• _RECORDS SUPPLIED_:
-=-=-

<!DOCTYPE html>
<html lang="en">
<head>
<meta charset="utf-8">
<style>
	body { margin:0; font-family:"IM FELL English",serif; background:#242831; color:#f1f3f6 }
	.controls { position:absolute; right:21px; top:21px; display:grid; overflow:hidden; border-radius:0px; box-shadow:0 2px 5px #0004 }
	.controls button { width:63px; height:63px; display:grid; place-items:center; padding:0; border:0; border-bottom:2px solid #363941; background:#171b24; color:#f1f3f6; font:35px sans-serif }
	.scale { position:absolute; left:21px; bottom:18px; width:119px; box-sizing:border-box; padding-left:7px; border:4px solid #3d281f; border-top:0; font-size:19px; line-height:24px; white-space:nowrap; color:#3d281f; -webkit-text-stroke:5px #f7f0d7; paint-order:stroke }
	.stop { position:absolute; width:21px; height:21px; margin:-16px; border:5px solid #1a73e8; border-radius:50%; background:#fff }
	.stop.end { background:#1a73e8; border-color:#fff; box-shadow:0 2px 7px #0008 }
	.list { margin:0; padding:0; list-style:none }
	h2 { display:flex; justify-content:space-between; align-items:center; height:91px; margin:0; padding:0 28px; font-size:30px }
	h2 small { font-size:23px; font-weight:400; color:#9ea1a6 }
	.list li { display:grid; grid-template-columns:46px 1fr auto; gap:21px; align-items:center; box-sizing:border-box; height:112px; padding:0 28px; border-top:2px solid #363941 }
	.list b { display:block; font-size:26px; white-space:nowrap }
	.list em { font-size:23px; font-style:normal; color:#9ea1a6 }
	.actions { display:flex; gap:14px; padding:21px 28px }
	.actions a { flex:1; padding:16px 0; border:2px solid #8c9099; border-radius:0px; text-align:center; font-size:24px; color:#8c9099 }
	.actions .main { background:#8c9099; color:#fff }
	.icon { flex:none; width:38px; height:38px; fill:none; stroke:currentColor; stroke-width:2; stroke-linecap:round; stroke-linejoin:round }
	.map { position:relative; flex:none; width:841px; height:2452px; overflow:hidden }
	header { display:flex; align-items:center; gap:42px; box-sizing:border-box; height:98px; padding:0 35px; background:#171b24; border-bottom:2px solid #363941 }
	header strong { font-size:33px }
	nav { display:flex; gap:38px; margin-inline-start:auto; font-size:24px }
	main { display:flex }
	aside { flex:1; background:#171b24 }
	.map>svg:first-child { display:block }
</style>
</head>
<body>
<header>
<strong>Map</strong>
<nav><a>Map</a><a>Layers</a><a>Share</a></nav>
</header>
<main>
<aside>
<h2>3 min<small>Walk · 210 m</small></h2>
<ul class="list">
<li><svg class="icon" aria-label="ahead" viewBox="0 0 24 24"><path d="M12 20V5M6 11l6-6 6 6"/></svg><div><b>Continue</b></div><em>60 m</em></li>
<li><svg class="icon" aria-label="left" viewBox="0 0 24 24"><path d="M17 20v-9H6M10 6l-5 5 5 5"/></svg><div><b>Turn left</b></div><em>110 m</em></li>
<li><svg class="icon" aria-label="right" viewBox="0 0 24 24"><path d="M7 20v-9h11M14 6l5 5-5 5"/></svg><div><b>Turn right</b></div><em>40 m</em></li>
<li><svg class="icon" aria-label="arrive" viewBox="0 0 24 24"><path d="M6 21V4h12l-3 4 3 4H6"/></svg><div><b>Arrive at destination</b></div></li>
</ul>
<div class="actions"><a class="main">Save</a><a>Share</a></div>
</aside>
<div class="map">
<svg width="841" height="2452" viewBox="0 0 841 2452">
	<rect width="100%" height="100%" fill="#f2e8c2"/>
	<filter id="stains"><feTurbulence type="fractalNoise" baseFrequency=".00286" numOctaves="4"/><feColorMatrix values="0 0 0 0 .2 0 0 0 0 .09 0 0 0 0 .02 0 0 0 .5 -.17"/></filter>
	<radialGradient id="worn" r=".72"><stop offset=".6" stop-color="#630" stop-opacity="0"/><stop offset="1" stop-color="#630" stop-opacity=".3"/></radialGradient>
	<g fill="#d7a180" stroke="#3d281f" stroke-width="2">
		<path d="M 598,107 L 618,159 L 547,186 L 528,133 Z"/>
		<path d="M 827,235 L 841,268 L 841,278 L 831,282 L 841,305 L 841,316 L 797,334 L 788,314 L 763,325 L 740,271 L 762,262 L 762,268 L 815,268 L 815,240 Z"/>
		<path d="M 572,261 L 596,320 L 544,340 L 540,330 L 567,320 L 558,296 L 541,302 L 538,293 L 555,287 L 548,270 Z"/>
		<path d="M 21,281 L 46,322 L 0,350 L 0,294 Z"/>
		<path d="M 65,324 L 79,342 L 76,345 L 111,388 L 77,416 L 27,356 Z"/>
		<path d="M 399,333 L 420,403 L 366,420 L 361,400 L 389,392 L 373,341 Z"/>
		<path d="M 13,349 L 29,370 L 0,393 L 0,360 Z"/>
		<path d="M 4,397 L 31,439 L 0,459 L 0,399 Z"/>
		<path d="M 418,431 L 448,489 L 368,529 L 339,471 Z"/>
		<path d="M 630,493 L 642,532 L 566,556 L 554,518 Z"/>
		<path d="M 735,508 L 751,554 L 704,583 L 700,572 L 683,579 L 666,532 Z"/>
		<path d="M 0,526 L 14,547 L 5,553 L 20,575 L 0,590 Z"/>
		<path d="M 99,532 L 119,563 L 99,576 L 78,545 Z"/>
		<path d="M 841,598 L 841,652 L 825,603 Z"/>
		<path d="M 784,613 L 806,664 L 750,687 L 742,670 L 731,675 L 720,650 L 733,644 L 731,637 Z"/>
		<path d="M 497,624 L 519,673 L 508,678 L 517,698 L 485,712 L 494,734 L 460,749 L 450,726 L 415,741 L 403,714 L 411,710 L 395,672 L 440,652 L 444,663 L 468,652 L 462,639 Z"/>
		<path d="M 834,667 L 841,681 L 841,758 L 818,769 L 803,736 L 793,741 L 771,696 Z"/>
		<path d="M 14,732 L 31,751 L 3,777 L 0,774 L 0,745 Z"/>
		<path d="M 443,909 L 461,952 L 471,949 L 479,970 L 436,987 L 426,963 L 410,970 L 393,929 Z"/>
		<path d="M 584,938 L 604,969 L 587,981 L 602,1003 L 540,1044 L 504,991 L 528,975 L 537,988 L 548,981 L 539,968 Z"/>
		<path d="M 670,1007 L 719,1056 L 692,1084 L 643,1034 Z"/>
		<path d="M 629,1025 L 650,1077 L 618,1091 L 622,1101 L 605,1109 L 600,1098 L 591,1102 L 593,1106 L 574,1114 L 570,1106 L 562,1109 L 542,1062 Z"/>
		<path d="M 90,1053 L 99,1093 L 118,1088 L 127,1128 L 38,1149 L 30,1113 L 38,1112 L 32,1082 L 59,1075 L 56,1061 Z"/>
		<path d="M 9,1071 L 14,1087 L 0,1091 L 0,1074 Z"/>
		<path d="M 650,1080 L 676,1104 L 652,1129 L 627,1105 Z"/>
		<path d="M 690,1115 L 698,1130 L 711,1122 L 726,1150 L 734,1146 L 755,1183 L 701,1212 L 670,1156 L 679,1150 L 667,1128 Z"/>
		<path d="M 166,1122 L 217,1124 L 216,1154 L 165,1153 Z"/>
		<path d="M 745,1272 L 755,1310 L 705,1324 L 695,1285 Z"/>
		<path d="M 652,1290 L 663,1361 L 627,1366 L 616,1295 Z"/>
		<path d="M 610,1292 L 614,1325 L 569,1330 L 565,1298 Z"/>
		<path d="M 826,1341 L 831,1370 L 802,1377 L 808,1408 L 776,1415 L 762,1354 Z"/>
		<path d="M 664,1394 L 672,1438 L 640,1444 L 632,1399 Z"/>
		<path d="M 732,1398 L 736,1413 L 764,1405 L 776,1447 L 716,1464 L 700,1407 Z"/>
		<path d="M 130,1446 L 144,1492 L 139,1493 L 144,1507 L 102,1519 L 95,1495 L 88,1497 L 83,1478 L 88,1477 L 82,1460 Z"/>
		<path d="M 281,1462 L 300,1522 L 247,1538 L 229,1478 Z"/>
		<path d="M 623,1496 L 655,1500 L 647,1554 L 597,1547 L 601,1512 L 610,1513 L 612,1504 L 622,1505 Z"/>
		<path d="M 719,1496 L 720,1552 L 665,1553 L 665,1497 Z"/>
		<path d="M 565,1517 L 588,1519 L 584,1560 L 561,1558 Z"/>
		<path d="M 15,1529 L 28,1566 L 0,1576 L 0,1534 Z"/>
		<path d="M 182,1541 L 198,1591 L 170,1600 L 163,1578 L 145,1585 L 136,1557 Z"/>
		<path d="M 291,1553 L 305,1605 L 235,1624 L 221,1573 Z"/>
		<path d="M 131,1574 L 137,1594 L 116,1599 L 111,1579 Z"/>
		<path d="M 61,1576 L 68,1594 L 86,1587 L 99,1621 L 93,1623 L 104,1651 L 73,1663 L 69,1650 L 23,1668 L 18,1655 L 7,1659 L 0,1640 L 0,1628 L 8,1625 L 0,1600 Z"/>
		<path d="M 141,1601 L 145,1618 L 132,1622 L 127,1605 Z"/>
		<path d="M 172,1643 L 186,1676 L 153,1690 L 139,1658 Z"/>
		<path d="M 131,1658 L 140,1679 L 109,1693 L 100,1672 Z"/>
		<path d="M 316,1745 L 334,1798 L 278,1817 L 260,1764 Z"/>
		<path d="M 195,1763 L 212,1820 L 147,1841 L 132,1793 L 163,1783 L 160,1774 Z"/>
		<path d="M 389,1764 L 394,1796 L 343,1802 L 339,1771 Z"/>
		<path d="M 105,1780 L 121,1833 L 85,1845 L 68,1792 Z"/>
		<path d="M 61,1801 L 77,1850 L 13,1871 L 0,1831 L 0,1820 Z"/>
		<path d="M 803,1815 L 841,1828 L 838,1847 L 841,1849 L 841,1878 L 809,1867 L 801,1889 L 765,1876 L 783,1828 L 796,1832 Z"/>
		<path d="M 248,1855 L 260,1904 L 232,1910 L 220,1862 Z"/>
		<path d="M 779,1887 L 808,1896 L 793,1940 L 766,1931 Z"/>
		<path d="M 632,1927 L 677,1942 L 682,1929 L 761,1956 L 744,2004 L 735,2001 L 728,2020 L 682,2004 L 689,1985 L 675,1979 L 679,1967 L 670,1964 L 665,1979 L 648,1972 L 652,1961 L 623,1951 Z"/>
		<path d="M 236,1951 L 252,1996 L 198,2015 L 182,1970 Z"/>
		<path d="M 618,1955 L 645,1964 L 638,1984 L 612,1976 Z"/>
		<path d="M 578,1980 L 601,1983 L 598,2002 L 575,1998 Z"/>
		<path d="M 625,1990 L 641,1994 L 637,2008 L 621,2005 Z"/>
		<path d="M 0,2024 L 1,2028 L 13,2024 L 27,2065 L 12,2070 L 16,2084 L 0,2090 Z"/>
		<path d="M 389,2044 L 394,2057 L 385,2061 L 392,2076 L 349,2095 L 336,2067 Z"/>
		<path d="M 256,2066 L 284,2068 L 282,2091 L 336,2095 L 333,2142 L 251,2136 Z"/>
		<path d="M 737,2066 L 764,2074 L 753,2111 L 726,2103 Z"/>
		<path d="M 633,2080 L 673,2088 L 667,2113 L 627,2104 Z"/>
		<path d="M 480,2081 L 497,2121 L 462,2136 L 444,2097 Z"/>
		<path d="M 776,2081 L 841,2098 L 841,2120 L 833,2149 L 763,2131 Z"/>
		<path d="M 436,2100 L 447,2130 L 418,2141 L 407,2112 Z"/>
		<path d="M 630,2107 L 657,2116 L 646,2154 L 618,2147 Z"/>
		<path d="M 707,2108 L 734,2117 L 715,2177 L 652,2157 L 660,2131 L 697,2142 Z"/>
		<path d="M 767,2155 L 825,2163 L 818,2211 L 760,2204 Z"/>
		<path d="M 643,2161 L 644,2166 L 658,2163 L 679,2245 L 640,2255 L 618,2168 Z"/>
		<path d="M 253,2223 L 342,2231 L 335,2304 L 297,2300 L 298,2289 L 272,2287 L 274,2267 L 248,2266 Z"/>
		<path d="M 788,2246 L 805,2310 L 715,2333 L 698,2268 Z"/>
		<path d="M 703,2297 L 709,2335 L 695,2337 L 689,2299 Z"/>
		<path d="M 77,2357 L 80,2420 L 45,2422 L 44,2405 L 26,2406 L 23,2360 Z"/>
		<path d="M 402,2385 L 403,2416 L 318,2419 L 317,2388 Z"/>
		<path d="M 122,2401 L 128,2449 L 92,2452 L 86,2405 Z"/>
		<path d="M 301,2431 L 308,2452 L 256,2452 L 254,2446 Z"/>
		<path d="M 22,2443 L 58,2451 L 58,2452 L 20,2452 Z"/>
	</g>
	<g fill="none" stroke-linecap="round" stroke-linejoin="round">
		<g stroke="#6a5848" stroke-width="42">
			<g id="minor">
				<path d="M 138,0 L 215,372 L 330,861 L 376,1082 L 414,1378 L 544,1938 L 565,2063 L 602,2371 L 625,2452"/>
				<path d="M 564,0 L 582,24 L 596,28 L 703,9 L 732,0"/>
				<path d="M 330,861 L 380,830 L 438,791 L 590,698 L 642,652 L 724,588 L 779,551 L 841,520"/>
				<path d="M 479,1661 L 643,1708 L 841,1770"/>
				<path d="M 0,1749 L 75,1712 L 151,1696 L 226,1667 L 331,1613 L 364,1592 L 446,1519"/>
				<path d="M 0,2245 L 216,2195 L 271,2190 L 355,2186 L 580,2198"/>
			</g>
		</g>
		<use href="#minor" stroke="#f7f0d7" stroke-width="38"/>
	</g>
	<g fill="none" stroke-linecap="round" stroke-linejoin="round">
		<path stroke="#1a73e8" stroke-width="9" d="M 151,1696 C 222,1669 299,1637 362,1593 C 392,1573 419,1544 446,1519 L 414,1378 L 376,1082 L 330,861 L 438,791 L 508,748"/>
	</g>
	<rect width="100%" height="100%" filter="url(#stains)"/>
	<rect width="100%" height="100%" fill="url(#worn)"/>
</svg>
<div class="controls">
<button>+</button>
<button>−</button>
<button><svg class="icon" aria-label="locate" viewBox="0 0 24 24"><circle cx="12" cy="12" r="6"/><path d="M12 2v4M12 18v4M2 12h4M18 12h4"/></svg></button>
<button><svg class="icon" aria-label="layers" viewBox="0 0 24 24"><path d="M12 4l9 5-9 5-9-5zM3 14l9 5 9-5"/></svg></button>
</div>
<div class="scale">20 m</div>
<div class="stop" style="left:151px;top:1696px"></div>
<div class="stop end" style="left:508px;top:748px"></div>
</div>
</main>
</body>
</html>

-=-=-

• _YOUR GOAL_: Note each line of the material holding "worn" and copy it out.

• _RESPONSE BOX_:
	<radialGradient id="worn" r=".72"><stop offset=".6" stop-color="#630" stop-opacity="0"/><stop offset="1" stop-color="#630" stop-opacity=".3"/></radialGradient>
	<rect width="100%" height="100%" fill="url(#worn)"/>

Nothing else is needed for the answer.